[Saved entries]
- Opening Delimiter -

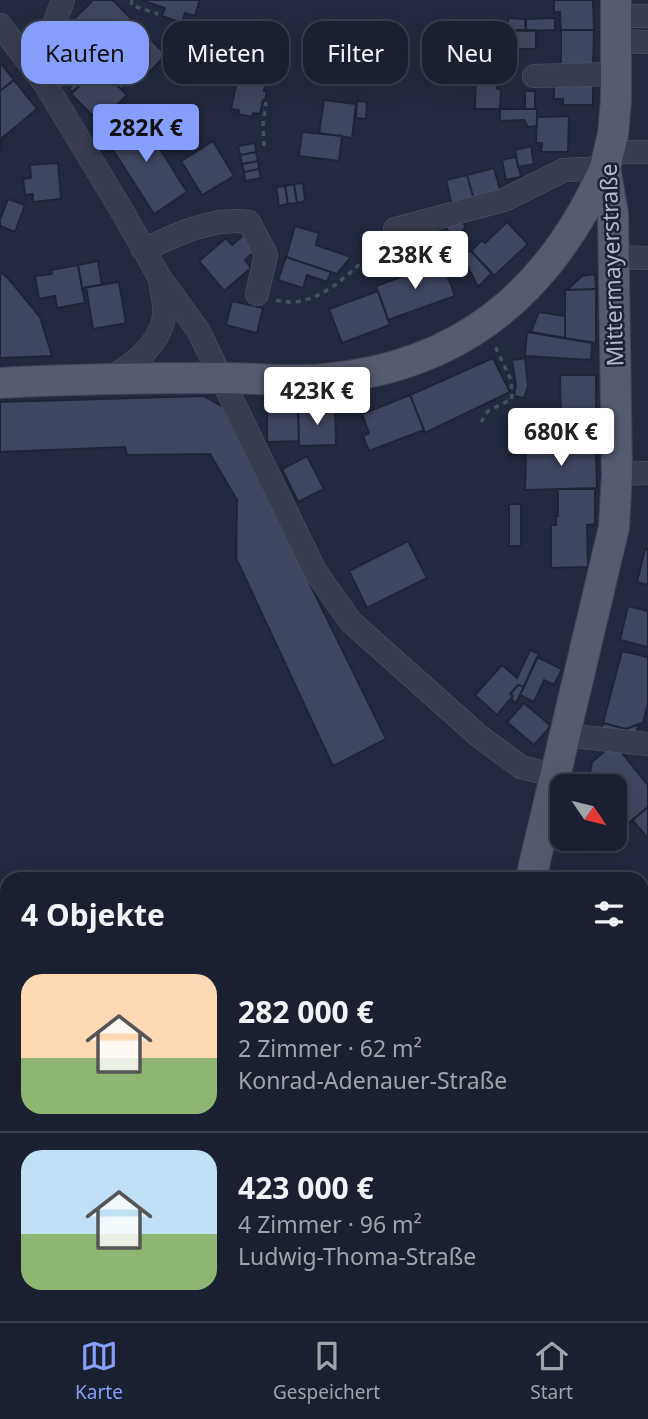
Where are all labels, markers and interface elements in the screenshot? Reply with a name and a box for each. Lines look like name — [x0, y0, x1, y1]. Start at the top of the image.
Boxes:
chip: Kaufen — [21, 21, 149, 84]
chip: Mieten — [163, 21, 289, 84]
chip: Filter — [303, 21, 408, 84]
chip: Neu — [422, 21, 517, 84]
pin: 282K € — [89, 104, 203, 164]
text: 282K € — [109, 111, 183, 143]
street label: Mittermayerstraße — [591, 163, 631, 367]
pin: 238K € — [358, 232, 472, 291]
text: 238K € — [378, 238, 452, 270]
pin: 423K € — [260, 368, 374, 427]
text: 423K € — [280, 374, 354, 406]
pin: 680K € — [504, 408, 618, 468]
text: 680K € — [524, 415, 598, 447]
north arrow — [550, 774, 626, 850]
map controls — [550, 774, 627, 851]
text: 4 Objekte — [21, 894, 165, 935]
icon: filters — [590, 895, 628, 933]
text: 282 000 € — [238, 991, 374, 1032]
icon: home — [77, 1002, 161, 1086]
text: 2 Zimmer · 62 m² — [238, 1032, 422, 1064]
text: Konrad-Adenauer-Straße — [238, 1064, 507, 1096]
text: 423 000 € — [238, 1167, 374, 1208]
icon: home — [77, 1178, 161, 1262]
text: 4 Zimmer · 96 m² — [238, 1208, 422, 1240]
text: Ludwig-Thoma-Straße — [238, 1240, 476, 1272]
tab: Karte — [75, 1337, 123, 1405]
tab: Gespeichert — [273, 1337, 380, 1405]
tab: Start — [530, 1337, 573, 1405]

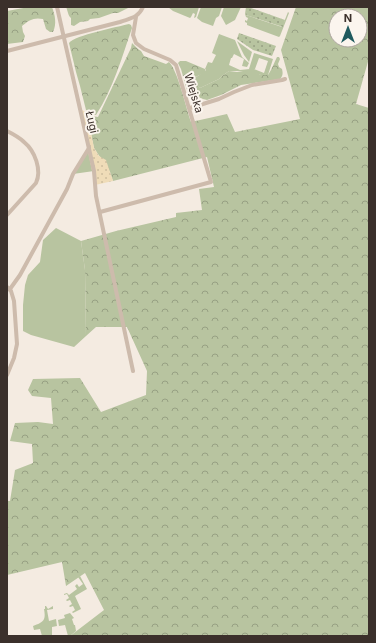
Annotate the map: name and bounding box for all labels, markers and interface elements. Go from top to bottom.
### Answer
north arrow [328,8,368,48]
text: N [344,11,352,25]
street label: Wiejska [181,72,207,114]
street label: Ługi [83,109,101,135]

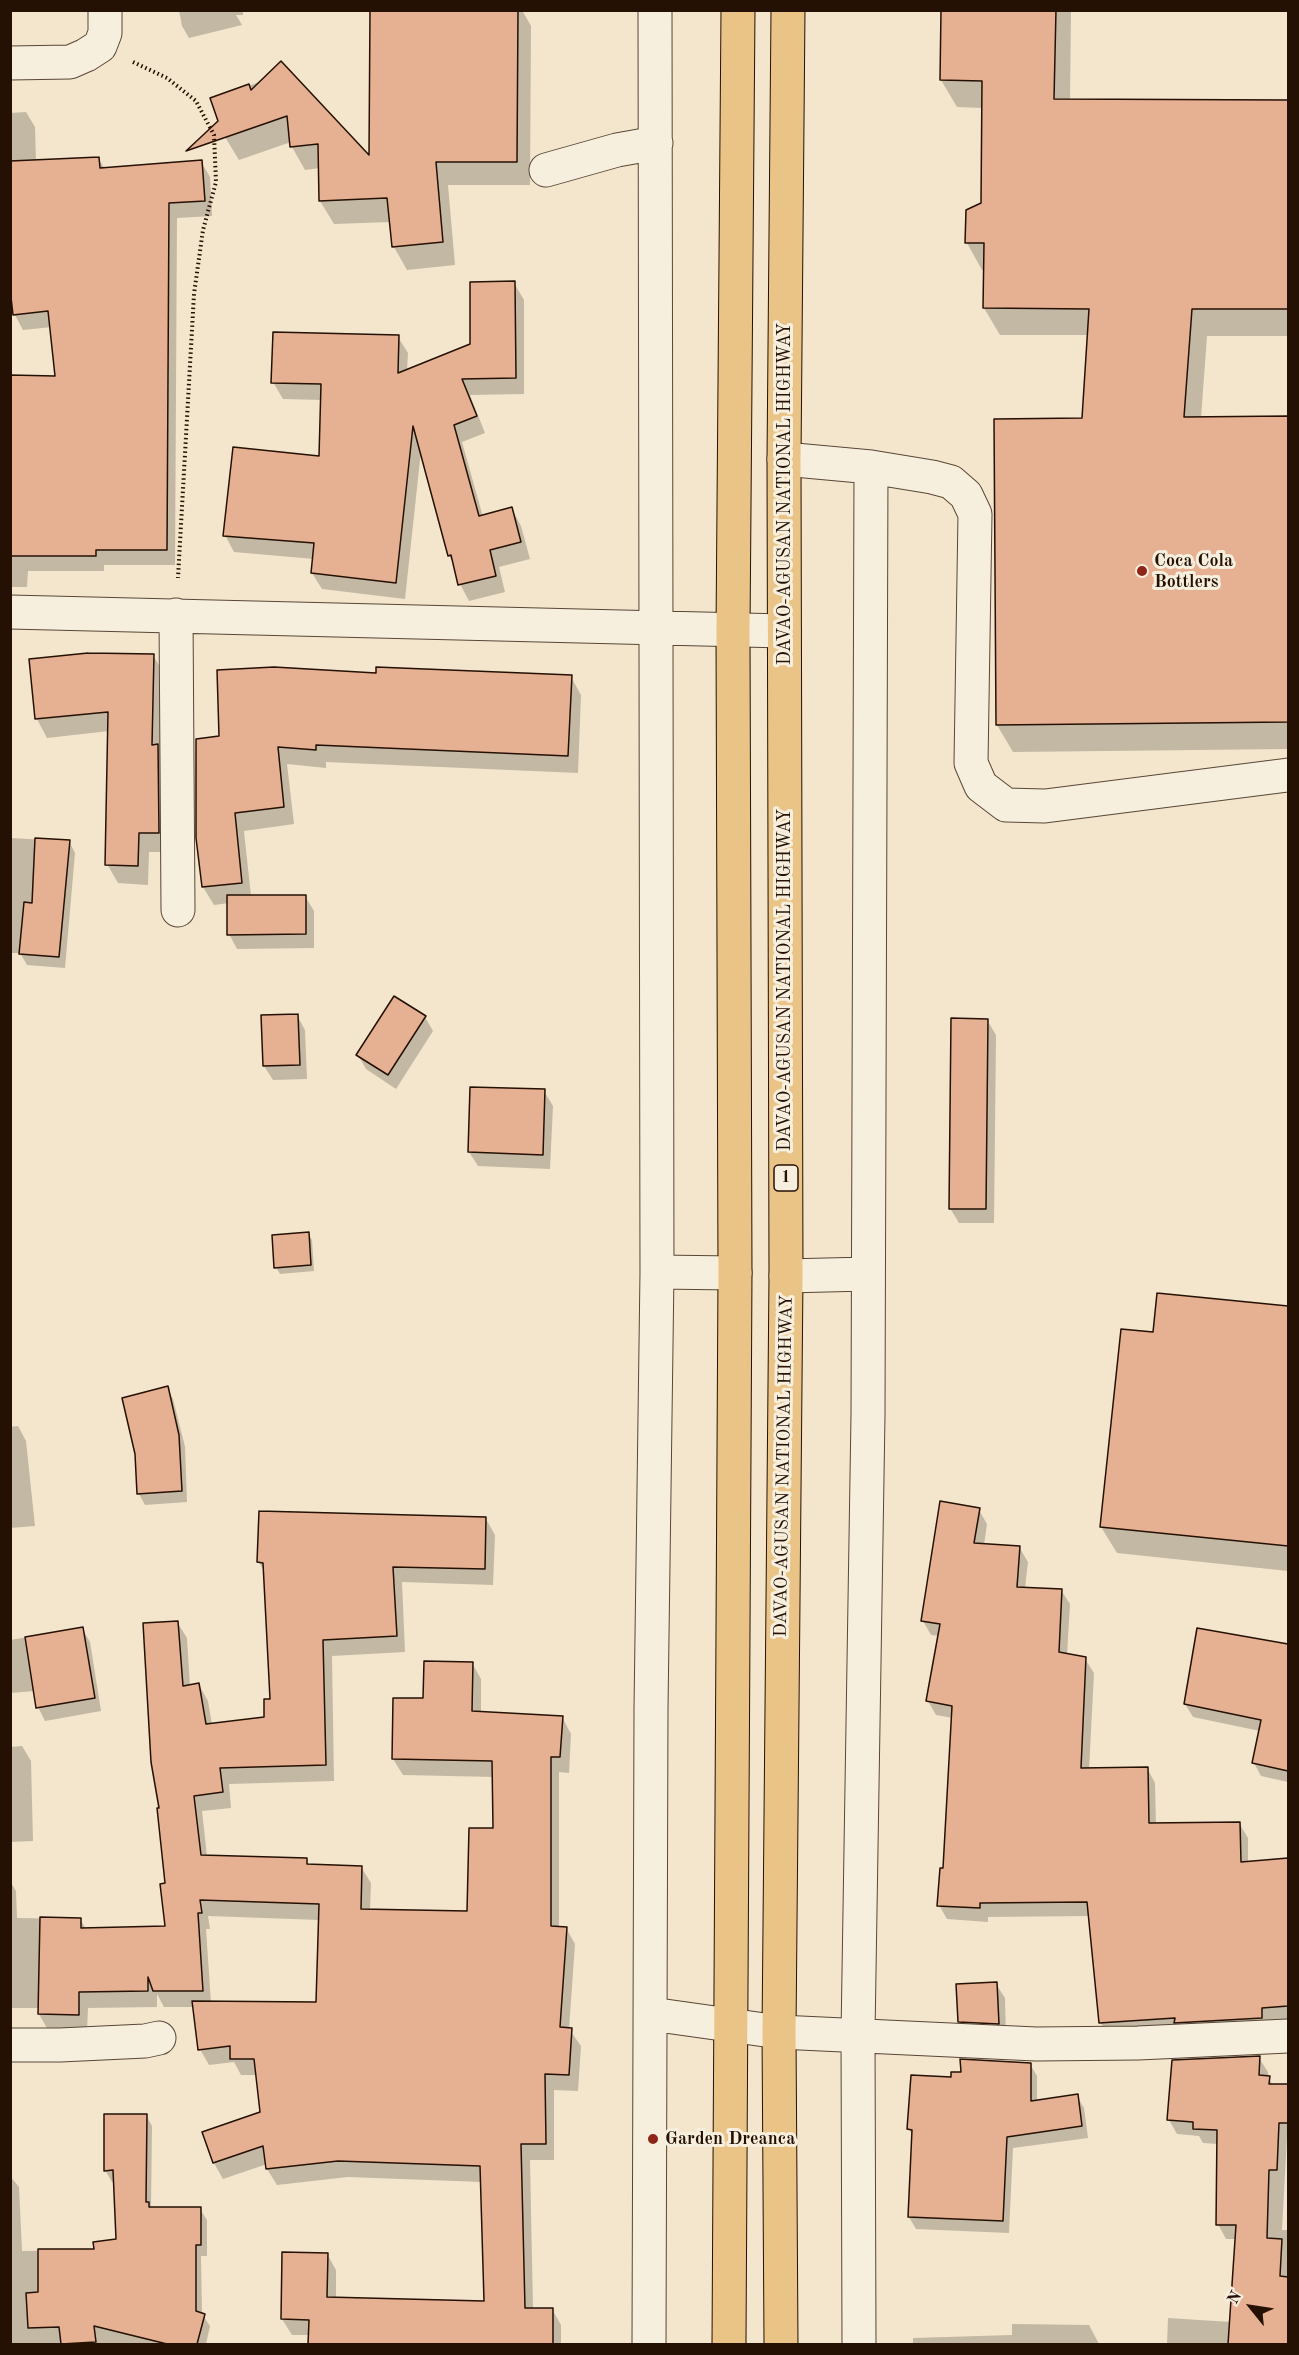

- Closing Delimiter -

What is required ▸ Check each line of the records above for "interface", and copy those that have it.

Reply to the exercise ▸
Where are all labels, markers and interface elements in the screenshot? Reply with a name and a box for each. Lines look like name — [x0, y0, x1, y1]. Start at the top of the image.
Annotate the map: name and bounding box for all labels, markers and interface elements. Go from top to bottom.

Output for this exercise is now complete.